Sometimes it is necessary to combine two sorted files into one sorted file. For example, with data stored on tape. This is sometimes called an external sort, because it is not performed inside the computer’s memory.
Before this can be done it is essential that both source files share a common key (the field to be sorted on) and that both source files are already sorted.
Suppose we want to merge two source files, that are already sorted in ascending order, to produce a new destination file which is also sorted in ascending order, as shown below.
We would normally begin by checking that the source files have some data inside them before proceeding. Then the steps are as follows:
- Read the first value from each source file and compare them. Here, the smaller of the first two values is 1 from FileTwo, so this is written to the new file.
- Compare the first value in FileOne with the second value in FileTwo. Since 4 is smaller than 7, the value 4 is written to the new file next.
- Compare the second value in FileOne with the second value in FileTwo. Since 5 is less than 7, the value 5 is written to the new file next.
- Compare the third value in FileOne with the second value in FileTwo. Since 6 is less than 7, the value 6 is written to the new file next .
- Compare the fourth value in FileOne with the second value in FileTwo. Since 9 is bigger than 7, the value 7 is written to the new file next.
- Compare the fourth value in FileOne with the third value in FileTwo. Since 8 is less than 9, the value 8 is written to the new file next.
- Compare the fourth value in FileOne with the fourth value in FileTwo. Since 9 is less than 10, the value 9 is written to the new file next.
- At this point FileOne has been fully checked, so the remaining values in FileTwo can be written across one after another.
This algorithm can be expressed in simple terms as follows:
Check source files are not empty
Get first item from each file
REPEAT
examine the current item in each source file
copy the smallest item to the new file
get next item from source file that this item was copied from
UNTIL input files are empty
IF only one input file exhausted THEN
copy remaining items from other file to new file
END IF
A more complete description of the algorithm looks like this:
open existing files
create new file
check existing files are not empty
use pointers/counters to identify records for comparison
REPEAT
compare records indicated by pointers
IF records are different THEN
copy earlier value record to new file
move appropriate pointer
ELSE
copy one record only to new file
move both pointers
END IF
UNTIL end of one file
copy remaining records from other file
close files
Note the following points about this algorithm:
- You need to check that the source files have some data in them first
- You must open the two source files and create a new destination file
- If a value is copied to the destination file, you can advance to the next record in the file it came from
- Duplicates need to be handled. They are ignored in this case.

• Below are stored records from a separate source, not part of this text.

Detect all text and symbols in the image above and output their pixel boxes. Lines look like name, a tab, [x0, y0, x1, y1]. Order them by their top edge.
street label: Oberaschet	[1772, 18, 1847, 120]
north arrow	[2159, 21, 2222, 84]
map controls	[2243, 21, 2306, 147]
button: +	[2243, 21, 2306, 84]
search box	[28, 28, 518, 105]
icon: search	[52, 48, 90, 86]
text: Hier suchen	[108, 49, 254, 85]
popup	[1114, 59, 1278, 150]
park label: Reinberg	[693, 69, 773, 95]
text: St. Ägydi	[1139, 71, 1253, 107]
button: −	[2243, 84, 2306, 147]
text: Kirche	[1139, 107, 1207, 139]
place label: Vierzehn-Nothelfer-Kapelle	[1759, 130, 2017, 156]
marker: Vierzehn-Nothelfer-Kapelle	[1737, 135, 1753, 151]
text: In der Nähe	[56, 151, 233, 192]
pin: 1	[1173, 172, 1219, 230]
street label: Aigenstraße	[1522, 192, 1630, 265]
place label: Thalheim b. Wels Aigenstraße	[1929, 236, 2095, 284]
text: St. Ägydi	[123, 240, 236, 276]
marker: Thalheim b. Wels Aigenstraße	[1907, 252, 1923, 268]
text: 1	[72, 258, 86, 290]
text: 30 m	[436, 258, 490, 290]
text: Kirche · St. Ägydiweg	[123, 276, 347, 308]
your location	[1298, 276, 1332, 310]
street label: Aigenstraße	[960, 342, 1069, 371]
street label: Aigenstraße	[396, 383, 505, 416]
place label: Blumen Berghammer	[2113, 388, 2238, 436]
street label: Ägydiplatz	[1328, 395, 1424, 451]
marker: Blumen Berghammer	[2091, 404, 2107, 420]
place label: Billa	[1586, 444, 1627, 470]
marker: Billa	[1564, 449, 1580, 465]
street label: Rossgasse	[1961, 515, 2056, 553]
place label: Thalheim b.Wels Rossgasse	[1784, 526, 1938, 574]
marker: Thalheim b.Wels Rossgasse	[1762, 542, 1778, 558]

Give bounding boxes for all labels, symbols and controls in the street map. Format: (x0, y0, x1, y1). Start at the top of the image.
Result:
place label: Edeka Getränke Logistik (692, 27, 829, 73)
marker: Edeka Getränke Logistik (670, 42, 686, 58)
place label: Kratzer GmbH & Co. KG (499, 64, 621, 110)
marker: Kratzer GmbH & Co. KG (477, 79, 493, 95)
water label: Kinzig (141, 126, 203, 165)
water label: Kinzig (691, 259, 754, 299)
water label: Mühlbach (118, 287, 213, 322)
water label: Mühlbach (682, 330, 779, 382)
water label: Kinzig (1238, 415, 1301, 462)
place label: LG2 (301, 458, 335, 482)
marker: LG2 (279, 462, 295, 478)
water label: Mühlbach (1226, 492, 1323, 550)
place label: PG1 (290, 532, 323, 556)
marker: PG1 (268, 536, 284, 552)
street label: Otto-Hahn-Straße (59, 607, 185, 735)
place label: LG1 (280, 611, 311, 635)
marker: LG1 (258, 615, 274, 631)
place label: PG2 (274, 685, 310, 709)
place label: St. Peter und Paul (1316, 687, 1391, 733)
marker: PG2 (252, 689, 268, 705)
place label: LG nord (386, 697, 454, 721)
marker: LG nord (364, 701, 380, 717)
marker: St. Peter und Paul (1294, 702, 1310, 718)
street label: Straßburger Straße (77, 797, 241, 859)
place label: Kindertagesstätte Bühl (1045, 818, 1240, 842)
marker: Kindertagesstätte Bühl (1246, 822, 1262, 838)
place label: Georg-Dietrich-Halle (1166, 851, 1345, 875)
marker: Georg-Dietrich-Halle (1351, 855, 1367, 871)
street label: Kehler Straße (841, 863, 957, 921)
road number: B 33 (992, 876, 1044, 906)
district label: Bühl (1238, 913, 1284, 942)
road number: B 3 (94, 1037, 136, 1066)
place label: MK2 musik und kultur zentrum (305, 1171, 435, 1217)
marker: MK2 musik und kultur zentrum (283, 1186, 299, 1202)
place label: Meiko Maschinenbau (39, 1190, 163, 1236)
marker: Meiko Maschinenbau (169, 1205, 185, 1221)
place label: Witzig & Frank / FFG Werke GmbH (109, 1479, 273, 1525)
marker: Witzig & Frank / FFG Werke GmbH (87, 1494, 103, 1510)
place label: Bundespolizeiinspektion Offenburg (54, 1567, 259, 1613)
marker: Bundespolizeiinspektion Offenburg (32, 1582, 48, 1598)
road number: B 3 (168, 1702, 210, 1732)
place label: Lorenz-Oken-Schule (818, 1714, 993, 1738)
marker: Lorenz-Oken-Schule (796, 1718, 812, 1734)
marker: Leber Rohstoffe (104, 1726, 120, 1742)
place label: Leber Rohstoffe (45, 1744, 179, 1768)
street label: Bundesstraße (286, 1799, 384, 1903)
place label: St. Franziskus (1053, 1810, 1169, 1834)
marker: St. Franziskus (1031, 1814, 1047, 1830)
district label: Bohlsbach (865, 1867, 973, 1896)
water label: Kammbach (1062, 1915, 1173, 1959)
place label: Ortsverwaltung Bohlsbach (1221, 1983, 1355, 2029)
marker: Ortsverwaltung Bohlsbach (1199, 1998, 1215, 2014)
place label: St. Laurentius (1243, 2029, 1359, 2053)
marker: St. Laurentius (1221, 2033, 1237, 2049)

- When one source file is exhausted, the remaining records from the other source file can be copied to the destination file directly.
This merge process assumes two things:
- Both source files share a common key
- Records in each source file are already sorted according to this key
NOTE:
The algorithm for merging two sorted files is very similar to the algorithm for merging two sorted lists, which is an important aspect of the merge sort.